We might be tempted to ask whether such cellular constraints have evolutionary consequences above the level of genomic organization. The discovery that the rapid cell cycles of early development constrain the length of genes expressed during this period can be embedded in the larger context by noting that short genes also tend to be evolutionarily young [7,52,71]. In accordance with this finding, early zygotic genes tend to be evolutionarily younger than genes expressed at other stages of development in both zebrafish and Drosophila [44]. A higher propensity for the expression of young genes suggests that this period of development may be inherently more evolvable, a proposal that is consistent with the hourglass model in which greater evolutionary divergence is predicted in the earliest periods of development relative to middle periods [72,73]. More generally, the ability to connect specific aspects of cellular dynamics with gross patterns of evolution and biodiversity is quite remarkable, and hints at the existence of many more undiscovered links between these two, often considered disparate, levels of biological organization (Fig. 3).

Figure 3

Causative relationships between different levels of biological organization.
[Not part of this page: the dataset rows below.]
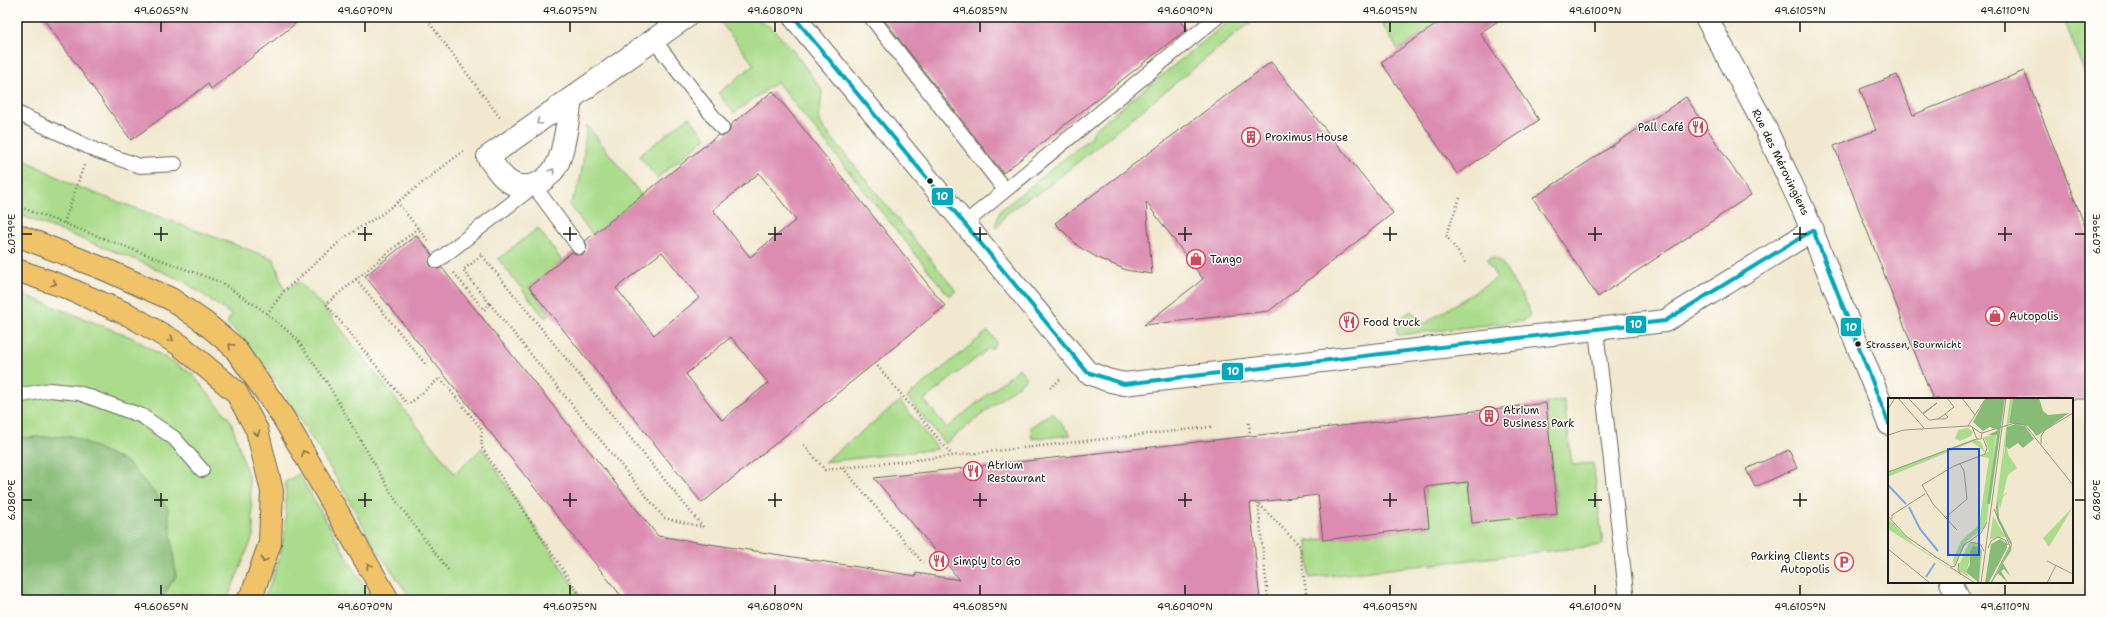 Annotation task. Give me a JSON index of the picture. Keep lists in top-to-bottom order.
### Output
{
  "streets": {
    "street": ["Rue des Mérovingiens"]
  },
  "places": {
    "restaurant": [
      "Pall Café",
      "Food truck",
      "Atrium Restaurant",
      "Simply to Go"
    ],
    "building": ["Proximus House", "Atrium Business Park"],
    "shop": ["Tango", "Autopolis"],
    "other": ["Strassen, Bourmicht"],
    "parking": ["Parking Clients Autopolis"]
  },
  "lines": ["transit line 10"],
  "coordinates": [
    "49.6065°N",
    "49.6070°N",
    "49.6075°N",
    "49.6080°N",
    "49.6085°N",
    "49.6090°N",
    "49.6095°N",
    "49.6100°N",
    "49.6105°N",
    "49.6110°N",
    "6.079°E",
    "6.080°E"
  ]
} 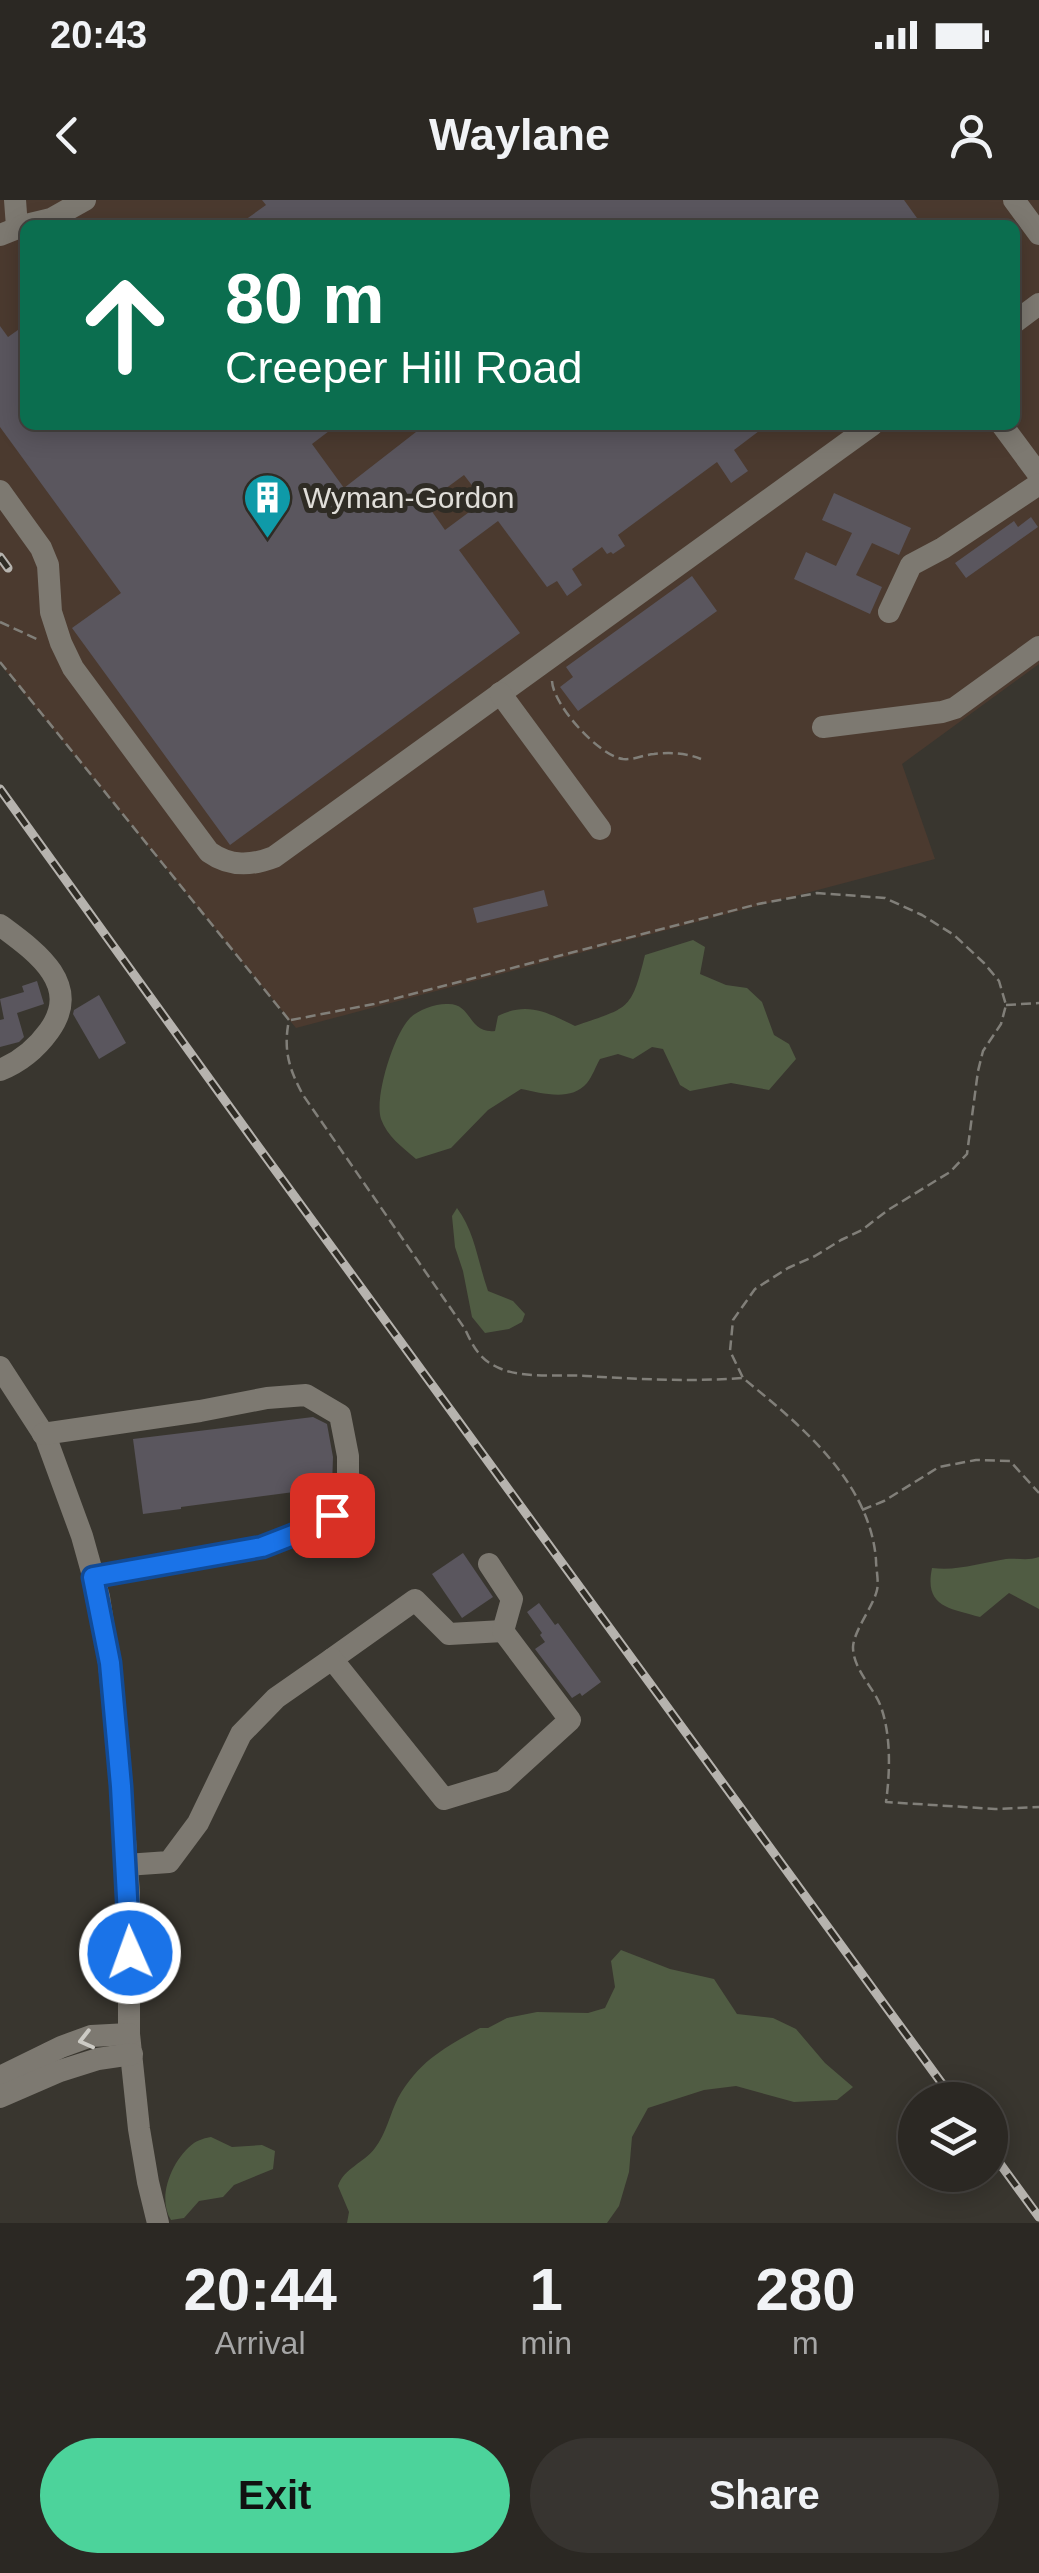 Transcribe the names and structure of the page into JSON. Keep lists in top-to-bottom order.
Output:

Blue arrows indicate relationships that propagate from low to high via all the intermediate levels. In contrast, gray arrows indicate potentially new relationships in which fast cell cycles constrain genes to be short, which in turn increases the fraction of young genes that are expressed at specific stages of ontogeny. This alternative path illustrates how causative effects can take different routes as a consequence of the impact of cellular constraints on genomic architectures.

Conclusion

Here we have elaborated current knowledge of the time needed for the gene expression machinery to act on the genome and how that compares with time intervals experienced by cells and tissues. Our argument that cellular constraints shape the transcriptome may well extend to other features of cellular function. In particular, future investigations are needed to understand in more detail the connection between cell cycle constraints and gene expression. For example, how Pol II elongation rates vary during different phases of the cell cycle, development and in different cell types is unknown. How prevalent is Pol II pausing? Is intron retention a widespread mechanism for regulating gene expression? Combining new sequencing technologies with metabolic labeling will allow researchers to pinpoint actively transcribed genes in other rapidly cycling or terminally differentiated cells, providing the basis for connecting gene architecture with cell cycle dynamics. In addition, single molecule fluorescence in situ hybridization (FISH) make single-cell analysis in the context of a whole organ or developing animal possible. As early cellular processes are highly dynamic, live imaging of transcriptional activity may be necessary to study the interplay between the cell cycle progression and molecular processing in the nucleus [74]. These findings will provide insight into the existence of connections between the lowest levels of biological organization and the evolutionary forces that shape major patterns of biodiversity.